脱法ドラッグ:乱用者の半数近くが幻覚 覚醒剤上回る

毎日新聞 2014年04月15日 02時30分(最終更新 04月15日 02時35分)

乱用薬物別の健康被害と乱用者の特徴
乱用薬物別の健康被害と乱用者の特徴

 吸引直後の車の暴走運転などが相次いでいる脱法ドラッグの乱用者について、国立精神・神経医療研究センター(東京都)が精神病床がある全国の病院を対象に調査したところ、統合失調症のような幻覚・妄想状態が続くケースが半数近くに上り、覚醒剤患者を上回った。薬への渇望を抑制できない「依存症」も覚醒剤患者並みに多かった。脱法ドラッグの乱用が、一過性の問題行動にとどまらず、覚醒剤と同様に深刻な健康被害につながる危険性が初めて示された。
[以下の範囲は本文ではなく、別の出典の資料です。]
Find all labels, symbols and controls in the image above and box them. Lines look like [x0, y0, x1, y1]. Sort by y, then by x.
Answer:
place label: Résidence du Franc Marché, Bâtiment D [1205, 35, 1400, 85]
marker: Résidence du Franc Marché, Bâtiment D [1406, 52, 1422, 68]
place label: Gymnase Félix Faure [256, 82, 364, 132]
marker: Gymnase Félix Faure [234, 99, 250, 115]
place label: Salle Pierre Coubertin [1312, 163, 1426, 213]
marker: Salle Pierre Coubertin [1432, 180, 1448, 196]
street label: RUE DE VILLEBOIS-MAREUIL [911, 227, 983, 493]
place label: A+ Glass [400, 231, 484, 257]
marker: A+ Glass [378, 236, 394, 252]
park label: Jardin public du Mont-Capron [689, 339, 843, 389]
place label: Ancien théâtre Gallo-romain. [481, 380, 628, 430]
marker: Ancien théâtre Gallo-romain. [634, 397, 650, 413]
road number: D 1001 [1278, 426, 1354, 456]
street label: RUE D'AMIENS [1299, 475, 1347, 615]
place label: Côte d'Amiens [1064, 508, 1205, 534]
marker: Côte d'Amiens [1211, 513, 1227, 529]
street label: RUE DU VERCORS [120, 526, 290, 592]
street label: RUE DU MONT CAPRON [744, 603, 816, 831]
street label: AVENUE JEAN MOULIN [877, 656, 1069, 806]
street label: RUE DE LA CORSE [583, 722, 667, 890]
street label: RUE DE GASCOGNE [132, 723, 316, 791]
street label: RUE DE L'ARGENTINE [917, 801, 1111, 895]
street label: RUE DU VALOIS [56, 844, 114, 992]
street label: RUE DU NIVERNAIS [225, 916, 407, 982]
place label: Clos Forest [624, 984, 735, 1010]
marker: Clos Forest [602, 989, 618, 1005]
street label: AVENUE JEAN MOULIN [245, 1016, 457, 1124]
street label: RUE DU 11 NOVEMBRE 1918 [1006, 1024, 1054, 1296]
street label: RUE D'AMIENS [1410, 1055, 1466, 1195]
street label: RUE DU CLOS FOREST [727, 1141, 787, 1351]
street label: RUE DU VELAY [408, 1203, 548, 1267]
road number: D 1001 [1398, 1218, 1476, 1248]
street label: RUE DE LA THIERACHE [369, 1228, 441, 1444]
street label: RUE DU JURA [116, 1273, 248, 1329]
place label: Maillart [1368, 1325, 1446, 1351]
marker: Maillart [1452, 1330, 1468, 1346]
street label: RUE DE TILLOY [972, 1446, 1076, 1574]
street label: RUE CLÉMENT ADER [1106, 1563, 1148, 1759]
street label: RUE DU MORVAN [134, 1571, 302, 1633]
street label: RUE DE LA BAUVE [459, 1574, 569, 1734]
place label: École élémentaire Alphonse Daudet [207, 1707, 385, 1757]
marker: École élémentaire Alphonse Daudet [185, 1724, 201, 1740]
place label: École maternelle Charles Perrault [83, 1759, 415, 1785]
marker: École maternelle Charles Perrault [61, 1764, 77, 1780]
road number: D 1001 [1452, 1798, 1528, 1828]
 センターは2年に1度、薬物乱用と精神疾患の関係について調査している。最新の2012年は全国1609施設が9〜10月に診察した薬物乱用患者の原因薬物などを調べ、回答があった1136施設の有効な848症例を分析した。その結果、10年調査までほとんど症例がなかった脱法ドラッグが原因の16.3%(138例)を占め、覚醒剤の42.0%(356例)に次ぐ2位になった。3位は睡眠薬と抗不安薬を合わせた向精神薬の15.1%(128例)だった。

 さらに、治療や再乱用防止教育に生かすため、13年度になって12年調査を詳細に分析。薬物を1年以内に使ったケースを抽出して最新の状況を探ったところ、覚醒剤の138例と脱法ドラッグの126例が拮抗(きっこう)し、脱法ドラッグの乱用が急増している実態が裏付けられた。向精神薬は86例だった。

 幻覚・妄想などの精神障害を発症したケースは脱法ドラッグが45.2%と最も多く、覚醒剤の34.1%を上回った。依存症は向精神薬が72.1%と最多だったが、脱法ドラッグも58.7%で、覚醒剤とほぼ同じ割合だった。

 各薬物の乱用者を比較したところ、脱法ドラッグの平均年齢(27.9歳)が最も若く、男性の比率が90.5%と最多だった。覚醒剤患者の50.0%が暴力団と交流していたのに対し、脱法ドラッグは7.1%。覚醒剤に比べると学歴も高い人が多く、ごく普通の若い男性が、好奇心から脱法ドラッグの乱用を始め、依存症に陥るケースが多い傾向が明らかになった。

 脱法ドラッグを巡る規制は年々強化されてきたが、調査を担当した同センター薬物依存研究部の松本俊彦・診断治療開発研究室長は「規制を逃れるために化学構造を一部変えた『新種』が流通する構図は変わらない」と指摘。「法規制や取り締まりだけでは限界がある。再乱用防止のための薬物教育や治療体制の整備が急務だ」と話している。